→ Activity
Every line below is to be given again precisely; images are to be left out.

→ Data records
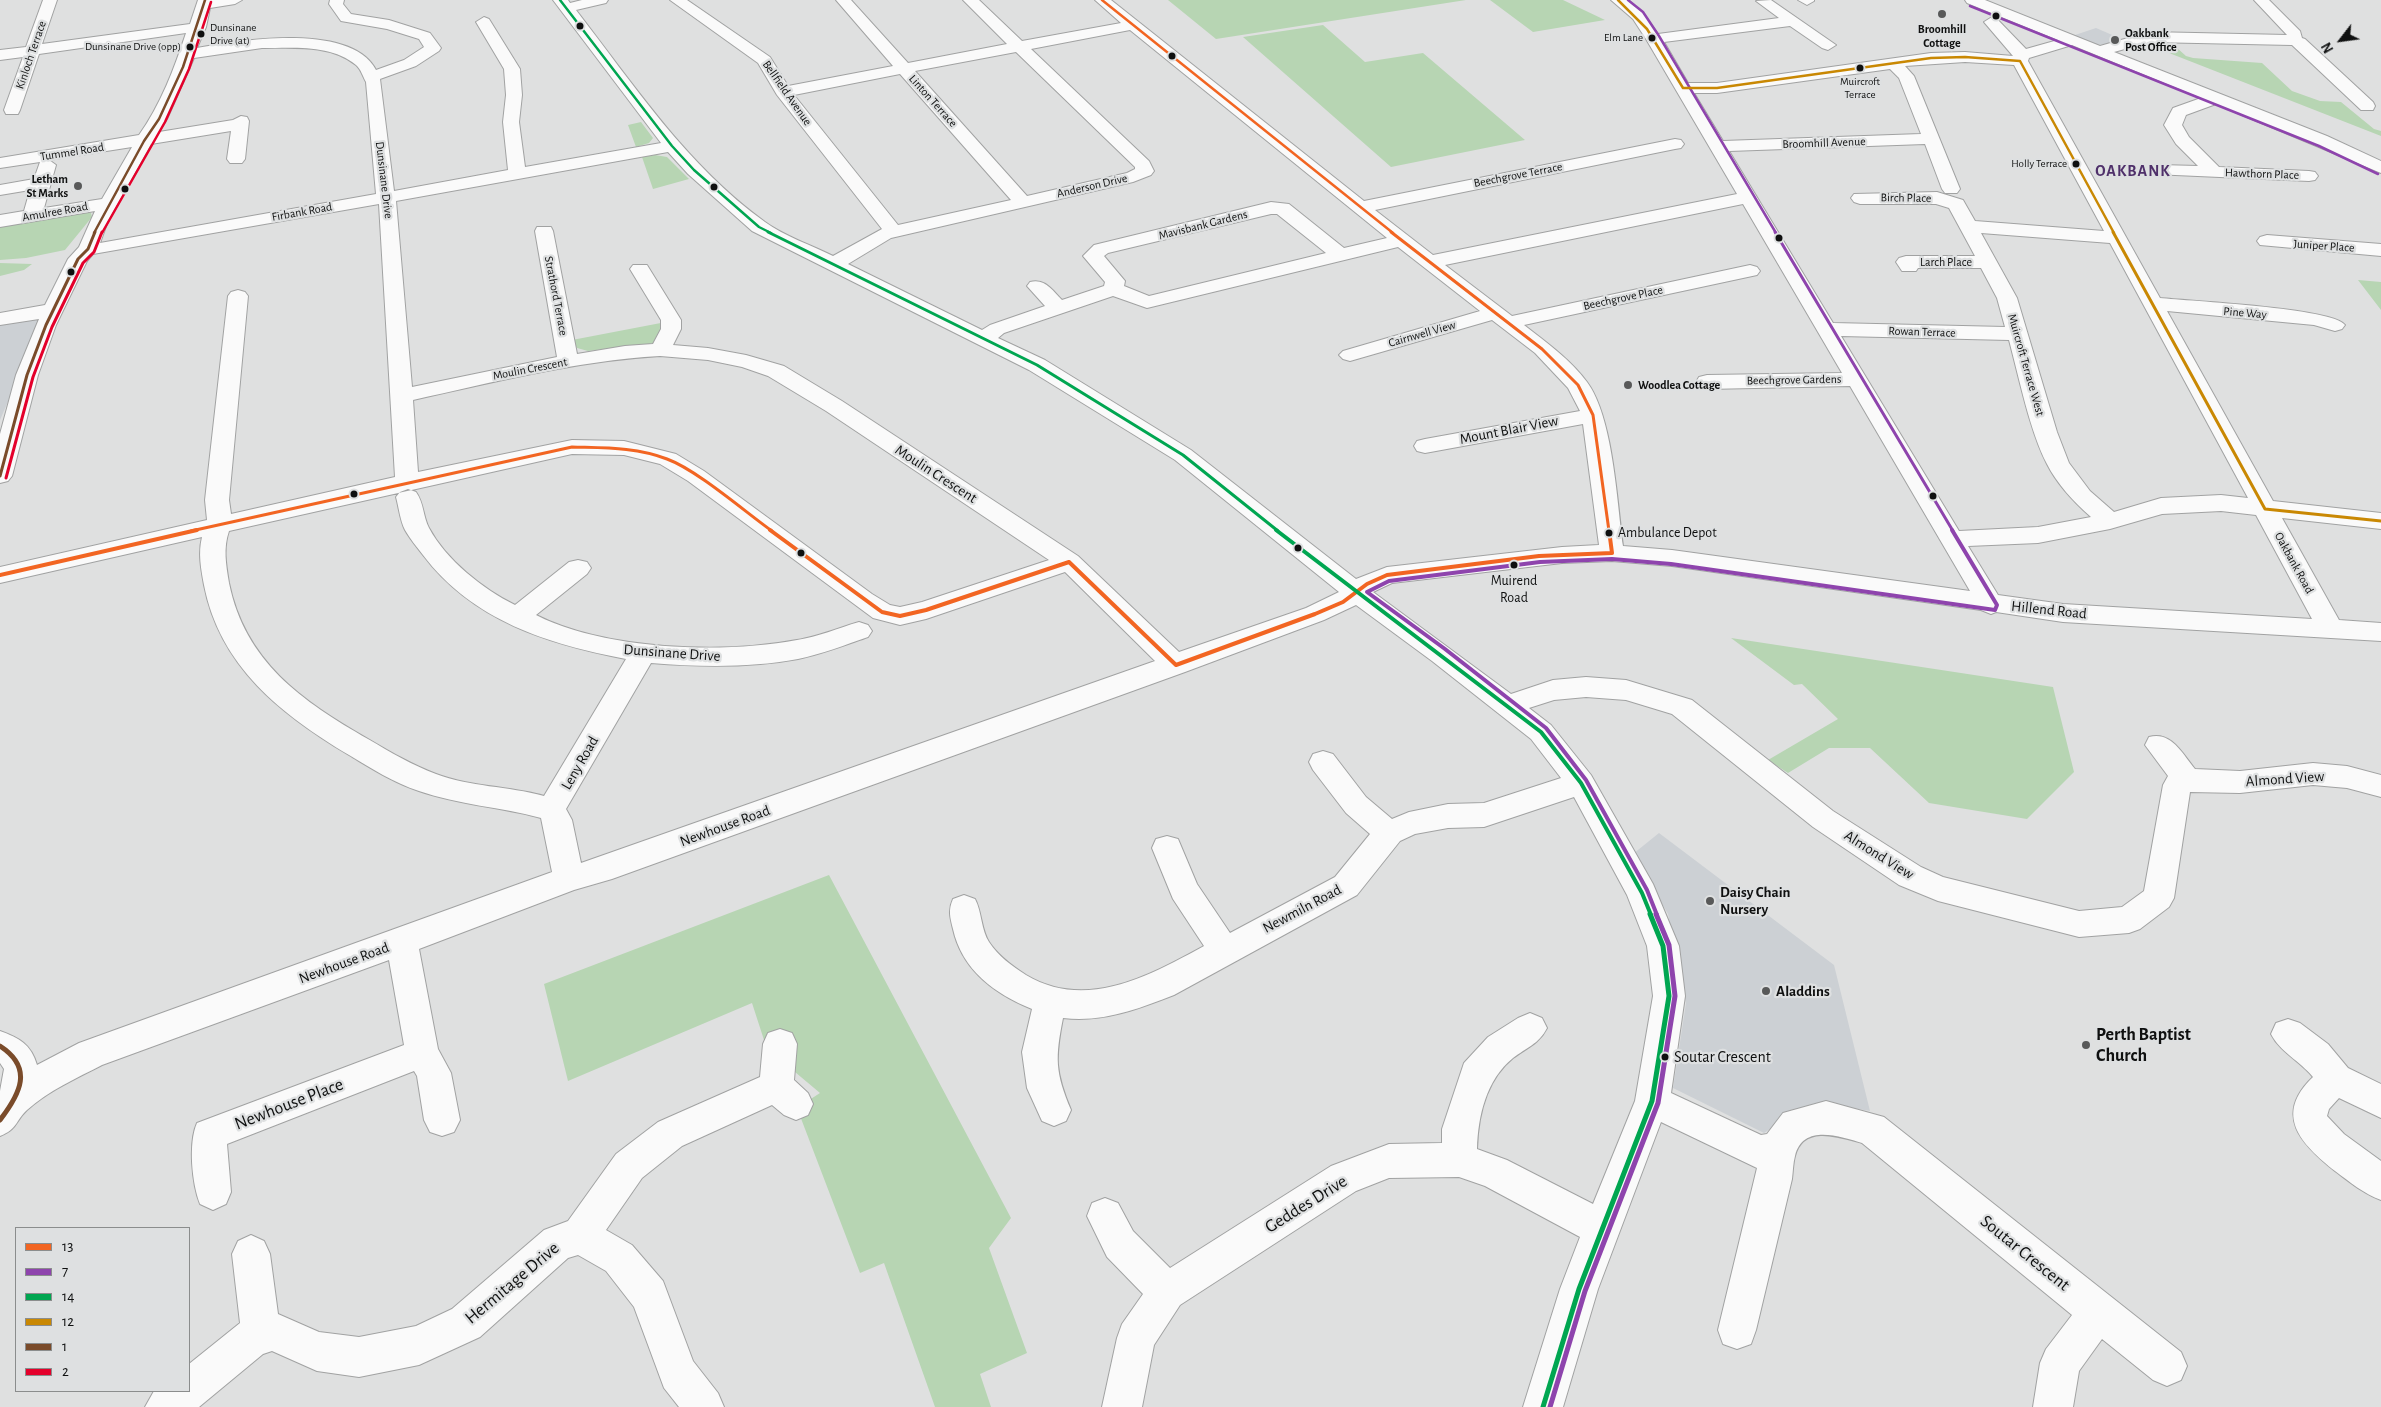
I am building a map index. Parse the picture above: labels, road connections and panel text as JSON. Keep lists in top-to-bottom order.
{
  "streets": {
    "street": [
      "Kinloch Terrace",
      "Bellfield Avenue",
      "Linton Terrace",
      "Broomhill Avenue",
      "Tummel Road",
      "Hawthorn Place",
      "Beechgrove Terrace",
      "Dunsinane Drive",
      "Anderson Drive",
      "Birch Place",
      "Amulree Road",
      "Firbank Road",
      "Mavisbank Gardens",
      "Juniper Place",
      "Larch Place",
      "Strathord Terrace",
      "Beechgrove Place",
      "Pine Way",
      "Rowan Terrace",
      "Cairnwell View",
      "Muircroft Terrace West",
      "Moulin Crescent",
      "Beechgrove Gardens",
      "Mount Blair View",
      "Oakbank Road",
      "Hillend Road",
      "Leny Road",
      "Almond View",
      "Newhouse Road",
      "Newmiln Road",
      "Newhouse Place",
      "Geddes Drive",
      "Soutar Crescent",
      "Hermitage Drive"
    ]
  },
  "crossings": [
    ["Bellfield Avenue", "Anderson Drive"],
    ["Linton Terrace", "Anderson Drive"],
    ["Dunsinane Drive", "Firbank Road"],
    ["Dunsinane Drive", "Moulin Crescent"],
    ["Dunsinane Drive", "Leny Road"],
    ["Birch Place", "Muircroft Terrace West"],
    ["Larch Place", "Muircroft Terrace West"],
    ["Strathord Terrace", "Moulin Crescent"],
    ["Beechgrove Place", "Cairnwell View"],
    ["Pine Way", "Oakbank Road"],
    ["Rowan Terrace", "Muircroft Terrace West"],
    ["Moulin Crescent", "Newhouse Road"],
    ["Oakbank Road", "Hillend Road"],
    ["Hillend Road", "Newhouse Road"]
  ],
  "districts": ["OAKBANK"],
  "places": [
    "Broomhill Cottage",
    "Dunsinane Drive (at)",
    "Elm Lane",
    "Oakbank Post Office",
    "Dunsinane Drive (opp)",
    "Muircroft Terrace",
    "Holly Terrace",
    "Letham St Marks",
    "Woodlea Cottage",
    "Ambulance Depot",
    "Muirend Road",
    "Daisy Chain Nursery",
    "Aladdins",
    "Perth Baptist Church",
    "Soutar Crescent"
  ],
  "lines": [
    "transit line 13",
    "transit line 7",
    "transit line 14",
    "transit line 12",
    "transit line 1",
    "transit line 2"
  ],
  "legend": [
    "13",
    "7",
    "14",
    "12",
    "1",
    "2"
  ],
  "north": "bottom left"
}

→ Your solution
I am building a map index. Parse the picture above: labels, road connections and panel text as JSON. Keep lists in top-to-bottom order.
{
  "streets": {
    "street": [
      "Kinloch Terrace",
      "Bellfield Avenue",
      "Linton Terrace",
      "Broomhill Avenue",
      "Tummel Road",
      "Hawthorn Place",
      "Beechgrove Terrace",
      "Dunsinane Drive",
      "Anderson Drive",
      "Birch Place",
      "Amulree Road",
      "Firbank Road",
      "Mavisbank Gardens",
      "Juniper Place",
      "Larch Place",
      "Strathord Terrace",
      "Beechgrove Place",
      "Pine Way",
      "Rowan Terrace",
      "Cairnwell View",
      "Muircroft Terrace West",
      "Moulin Crescent",
      "Beechgrove Gardens",
      "Mount Blair View",
      "Oakbank Road",
      "Hillend Road",
      "Leny Road",
      "Almond View",
      "Newhouse Road",
      "Newmiln Road",
      "Newhouse Place",
      "Geddes Drive",
      "Soutar Crescent",
      "Hermitage Drive"
    ]
  },
  "crossings": [
    ["Bellfield Avenue", "Anderson Drive"],
    ["Linton Terrace", "Anderson Drive"],
    ["Dunsinane Drive", "Firbank Road"],
    ["Dunsinane Drive", "Moulin Crescent"],
    ["Dunsinane Drive", "Leny Road"],
    ["Birch Place", "Muircroft Terrace West"],
    ["Larch Place", "Muircroft Terrace West"],
    ["Strathord Terrace", "Moulin Crescent"],
    ["Beechgrove Place", "Cairnwell View"],
    ["Pine Way", "Oakbank Road"],
    ["Rowan Terrace", "Muircroft Terrace West"],
    ["Moulin Crescent", "Newhouse Road"],
    ["Oakbank Road", "Hillend Road"],
    ["Hillend Road", "Newhouse Road"]
  ],
  "districts": ["OAKBANK"],
  "places": [
    "Broomhill Cottage",
    "Dunsinane Drive (at)",
    "Elm Lane",
    "Oakbank Post Office",
    "Dunsinane Drive (opp)",
    "Muircroft Terrace",
    "Holly Terrace",
    "Letham St Marks",
    "Woodlea Cottage",
    "Ambulance Depot",
    "Muirend Road",
    "Daisy Chain Nursery",
    "Aladdins",
    "Perth Baptist Church",
    "Soutar Crescent"
  ],
  "lines": [
    "transit line 13",
    "transit line 7",
    "transit line 14",
    "transit line 12",
    "transit line 1",
    "transit line 2"
  ],
  "legend": [
    "13",
    "7",
    "14",
    "12",
    "1",
    "2"
  ],
  "north": "bottom left"
}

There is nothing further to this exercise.